Bu kıdem tazminatının gasbına ilişkin de kamuoyunda bir algı yaratmaya çalışıyorsunuz yani gelinen noktada Mecliste geçirmiş olduğunuz 150'ye yakın kanun tasarısı içinde işçilerin lehine Allah rızası için tek bir madde yok.

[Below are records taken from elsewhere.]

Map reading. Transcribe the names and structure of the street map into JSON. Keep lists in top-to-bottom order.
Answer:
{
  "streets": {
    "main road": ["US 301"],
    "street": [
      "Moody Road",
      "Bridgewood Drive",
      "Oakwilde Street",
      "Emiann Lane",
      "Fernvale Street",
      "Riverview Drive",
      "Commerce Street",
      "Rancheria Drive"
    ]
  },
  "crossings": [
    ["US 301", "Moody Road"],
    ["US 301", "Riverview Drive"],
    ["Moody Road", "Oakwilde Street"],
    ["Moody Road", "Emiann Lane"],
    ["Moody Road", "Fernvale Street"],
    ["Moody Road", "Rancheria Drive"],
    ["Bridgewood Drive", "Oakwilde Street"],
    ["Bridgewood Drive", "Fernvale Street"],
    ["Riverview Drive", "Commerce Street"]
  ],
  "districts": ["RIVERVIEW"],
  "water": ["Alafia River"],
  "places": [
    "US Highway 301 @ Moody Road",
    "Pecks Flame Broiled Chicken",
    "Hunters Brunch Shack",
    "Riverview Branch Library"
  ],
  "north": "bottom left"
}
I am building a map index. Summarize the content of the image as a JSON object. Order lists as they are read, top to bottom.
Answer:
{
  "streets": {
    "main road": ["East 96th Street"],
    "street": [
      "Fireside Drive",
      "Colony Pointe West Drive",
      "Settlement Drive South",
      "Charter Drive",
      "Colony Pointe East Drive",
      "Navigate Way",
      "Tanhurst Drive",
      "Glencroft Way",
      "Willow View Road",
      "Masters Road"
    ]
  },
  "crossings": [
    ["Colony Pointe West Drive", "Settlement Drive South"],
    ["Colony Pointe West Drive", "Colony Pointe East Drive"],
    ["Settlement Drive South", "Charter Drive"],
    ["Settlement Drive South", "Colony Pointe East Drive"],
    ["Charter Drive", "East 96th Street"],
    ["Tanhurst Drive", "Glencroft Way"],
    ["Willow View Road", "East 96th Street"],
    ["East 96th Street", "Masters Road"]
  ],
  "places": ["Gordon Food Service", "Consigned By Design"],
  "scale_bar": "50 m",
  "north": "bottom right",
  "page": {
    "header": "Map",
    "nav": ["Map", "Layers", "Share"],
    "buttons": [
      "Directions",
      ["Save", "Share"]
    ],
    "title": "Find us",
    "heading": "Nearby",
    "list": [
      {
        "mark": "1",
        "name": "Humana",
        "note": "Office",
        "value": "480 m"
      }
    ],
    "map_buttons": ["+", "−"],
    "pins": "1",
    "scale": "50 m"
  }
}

Emeklilerle ilgili "Promosyon vereceğiz." diye söylediniz -gene Cumhuriyet Halk Partisinden kopyaladığınız bir vaadi- bununla ilgili rakam bile verdiniz ama aylar geçmesine rağmen, emeklilerin hakkı olan promosyonları şu ana kadar henüz açıklamış değilsiniz. Bankalarla promosyon pazarlığı yaptığınızı söylüyorsunuz. Bu pazarlığı kim yürütüyor? Emeklilerin temsilcileri bu pazarlığa niye dâhil edilmiyor?
Değerli milletvekilleri, bakınız, bugün iyi bir haber aldık, en azından "Bir anlaşmayla sonuçlandı." dendi. Ben sendika genel başkanıyla konuştum. "Çok ciddi olarak böyle bir anlaşmadan söz edilmedi ama söz verdiler." dendi. O da neydi? Amasya'da, Yeni Çeltek maden işçileri yerin 800 metre altında on gündür açlık grevinde bulunuyorlardı, yerlerinden yurtlarından koparılmak istendikleri için seslerini duyurmaya çalışıyorlardı. Başından beri biz Cumhuriyet Halk Partisi milletvekillerimiz, örgütümüz...
(Mikrofon otomatik cihaz tarafından kapatıldı)
YAKUP AKKAYA (Devamla) - ...bu işçilerin haklı mücadelesinde onların yanında olduk ama geldiğimiz noktada onlara bir güvence verildiğini duyduk. İşçiler de bu açlık grevinden vazgeçmişler. Bunu şuradan ifade etmek istiyorum:
Değerli milletvekilleri, Yeni Çeltek'te tam 100 milyon ton kömür rezervinin olduğu söyleniyor. Yer altı zenginliklerimiz özel sektörün iki dudağı arasında olmamalıdır, bu, ülkemiz zenginliklerine kavuşturulmalıdır.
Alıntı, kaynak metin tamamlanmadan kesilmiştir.